In San Francisco, finding appropriate space for a garden can be a challenge. To start, many urban dwellers live in apartments and need to get a thumbs up from fellow tenants, landlords, and sometimes even adjacent neighbors. Secondly, many San Franciscans do not have transportation large enough to haul valuable resources — namely mulch, plants, manure, and lots of cardboard (for sheet-mulching, but we’ll get to that later).

Urban dwellers who have dreams of exercising their green thumbs — and might be specifically interested in growing food — have had two options: co-opt a plot in a community garden or serve as a volunteer or an intern at a far-away rural farm, with support from a WWOOF host family or local producer.

The wait list for a community garden plot in San Francisco has an estimated 700 residents caught in a holding pattern; demand can not keep up with supply. And WWOOFing is a major commitment, one that requires dropping your current lifestyle to try out farming for a few weeks or a month or a year. We believe there should be other options.


A garden before (above) and after (below) the KGSF crew worked their magic. Photo credit: Kitchen Garden SF. Used with permission.

Kitchen Garden SF (KGSF) emerged from the Urban Permaculture Institute’s Design Course (PDC) in response to the growing need to share resources and knowledge, as well as divide the extensive installation effort, in order to grow food together. After working on almost a dozen gardens, we realize there are a couple of key ingredients needed to create a successful kitchen garden.

The best kitchen gardens are those built with community support and a broad range of ideas and strategies from which to choose.

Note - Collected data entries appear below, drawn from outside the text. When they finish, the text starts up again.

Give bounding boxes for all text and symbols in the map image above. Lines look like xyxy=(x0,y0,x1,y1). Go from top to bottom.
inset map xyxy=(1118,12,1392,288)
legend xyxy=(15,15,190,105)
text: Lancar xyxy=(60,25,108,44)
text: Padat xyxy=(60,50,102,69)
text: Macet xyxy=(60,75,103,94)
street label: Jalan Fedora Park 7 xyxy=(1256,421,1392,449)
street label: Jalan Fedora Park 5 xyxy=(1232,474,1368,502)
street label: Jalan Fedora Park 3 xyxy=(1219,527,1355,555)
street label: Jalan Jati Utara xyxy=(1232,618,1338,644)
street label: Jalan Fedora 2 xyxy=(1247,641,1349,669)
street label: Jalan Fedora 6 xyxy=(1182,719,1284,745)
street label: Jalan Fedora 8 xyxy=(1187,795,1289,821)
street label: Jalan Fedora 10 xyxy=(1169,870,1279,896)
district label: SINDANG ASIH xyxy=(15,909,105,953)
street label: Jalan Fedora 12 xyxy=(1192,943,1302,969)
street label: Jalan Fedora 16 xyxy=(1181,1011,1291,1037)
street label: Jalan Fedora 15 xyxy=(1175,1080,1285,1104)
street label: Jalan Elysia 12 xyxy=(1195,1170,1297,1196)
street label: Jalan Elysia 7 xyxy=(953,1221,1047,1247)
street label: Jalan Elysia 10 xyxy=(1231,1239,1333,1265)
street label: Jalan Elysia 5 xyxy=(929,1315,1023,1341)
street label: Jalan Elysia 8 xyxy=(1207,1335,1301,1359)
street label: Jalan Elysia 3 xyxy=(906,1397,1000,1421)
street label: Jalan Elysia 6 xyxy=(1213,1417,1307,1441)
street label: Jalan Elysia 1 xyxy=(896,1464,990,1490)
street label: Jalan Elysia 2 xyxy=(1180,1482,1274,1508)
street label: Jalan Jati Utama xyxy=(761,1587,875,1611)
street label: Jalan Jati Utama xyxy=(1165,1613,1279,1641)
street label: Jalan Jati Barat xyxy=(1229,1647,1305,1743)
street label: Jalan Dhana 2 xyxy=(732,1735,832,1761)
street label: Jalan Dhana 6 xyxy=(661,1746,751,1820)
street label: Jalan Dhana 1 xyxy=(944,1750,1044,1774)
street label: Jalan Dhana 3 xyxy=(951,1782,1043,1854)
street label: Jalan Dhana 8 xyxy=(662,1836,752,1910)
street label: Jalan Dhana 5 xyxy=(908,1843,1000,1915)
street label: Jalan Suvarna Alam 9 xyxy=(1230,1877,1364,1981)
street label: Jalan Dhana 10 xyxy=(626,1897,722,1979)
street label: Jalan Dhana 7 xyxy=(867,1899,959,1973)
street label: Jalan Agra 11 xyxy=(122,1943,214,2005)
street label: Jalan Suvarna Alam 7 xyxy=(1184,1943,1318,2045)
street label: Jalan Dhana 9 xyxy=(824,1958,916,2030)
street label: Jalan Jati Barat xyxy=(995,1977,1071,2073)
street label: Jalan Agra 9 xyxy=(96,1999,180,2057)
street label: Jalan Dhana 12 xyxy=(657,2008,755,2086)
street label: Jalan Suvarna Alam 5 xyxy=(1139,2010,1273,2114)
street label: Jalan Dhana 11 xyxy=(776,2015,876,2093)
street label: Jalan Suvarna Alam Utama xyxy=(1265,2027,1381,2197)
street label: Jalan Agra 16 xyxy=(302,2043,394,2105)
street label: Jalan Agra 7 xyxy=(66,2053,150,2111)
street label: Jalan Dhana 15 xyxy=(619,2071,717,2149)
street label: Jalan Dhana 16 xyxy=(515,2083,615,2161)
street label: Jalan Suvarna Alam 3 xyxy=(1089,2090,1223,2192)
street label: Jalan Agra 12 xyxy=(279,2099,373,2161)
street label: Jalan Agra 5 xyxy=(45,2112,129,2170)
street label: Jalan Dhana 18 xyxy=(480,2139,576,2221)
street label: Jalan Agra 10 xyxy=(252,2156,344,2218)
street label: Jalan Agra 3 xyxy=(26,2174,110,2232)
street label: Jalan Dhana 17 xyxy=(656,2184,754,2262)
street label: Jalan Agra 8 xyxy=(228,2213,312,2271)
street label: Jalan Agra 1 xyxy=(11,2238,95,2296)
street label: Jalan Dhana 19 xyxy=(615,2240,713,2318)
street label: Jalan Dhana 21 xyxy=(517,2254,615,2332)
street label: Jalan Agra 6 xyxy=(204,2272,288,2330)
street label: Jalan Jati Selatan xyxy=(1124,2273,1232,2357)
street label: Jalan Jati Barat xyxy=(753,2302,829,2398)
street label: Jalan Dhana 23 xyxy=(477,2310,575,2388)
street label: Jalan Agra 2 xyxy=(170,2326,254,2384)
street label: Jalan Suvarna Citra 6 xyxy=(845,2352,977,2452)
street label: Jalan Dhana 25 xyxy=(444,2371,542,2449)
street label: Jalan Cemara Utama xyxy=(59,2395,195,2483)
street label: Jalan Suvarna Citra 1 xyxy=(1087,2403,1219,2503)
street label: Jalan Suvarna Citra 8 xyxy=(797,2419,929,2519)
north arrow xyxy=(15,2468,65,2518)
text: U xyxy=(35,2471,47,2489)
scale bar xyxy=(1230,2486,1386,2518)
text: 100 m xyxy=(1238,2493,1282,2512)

Neighbors or friends who garden together may share the work and may also share the harvest. Growing food can require a good chunk of time and energy investment; it's always more fun and inspiring to dig in and work toward a common vision together. With very little money, a few friends, shared resources, and a potluck lunch, a kitchen garden can be born.

A How To: Kitchen Gardens, Coming to a Backyard Near You

1. Vision: Discuss the goals of the main garden steward or family. What are their favorite vegetables? How much time do they spend outdoors? Do they enjoy cooking? Do they enhance their nutrition, form a reason to socialize, and meet new neighbors? Do they want to sell their produce to a local restaurant or CSA?

2. Site Assessment: Do they plan to share the maintenance and harvest work with others? Are the helping hands and supporters residents? What skills do the main and supporting gardeners have among their group?

3. Design: After a site visit and discussion with the main garden steward, Kitchen Garden SF initiates the design process of residential spaces into food-producing gardens and, simultaneously, organizes a garden workday to complete the installation.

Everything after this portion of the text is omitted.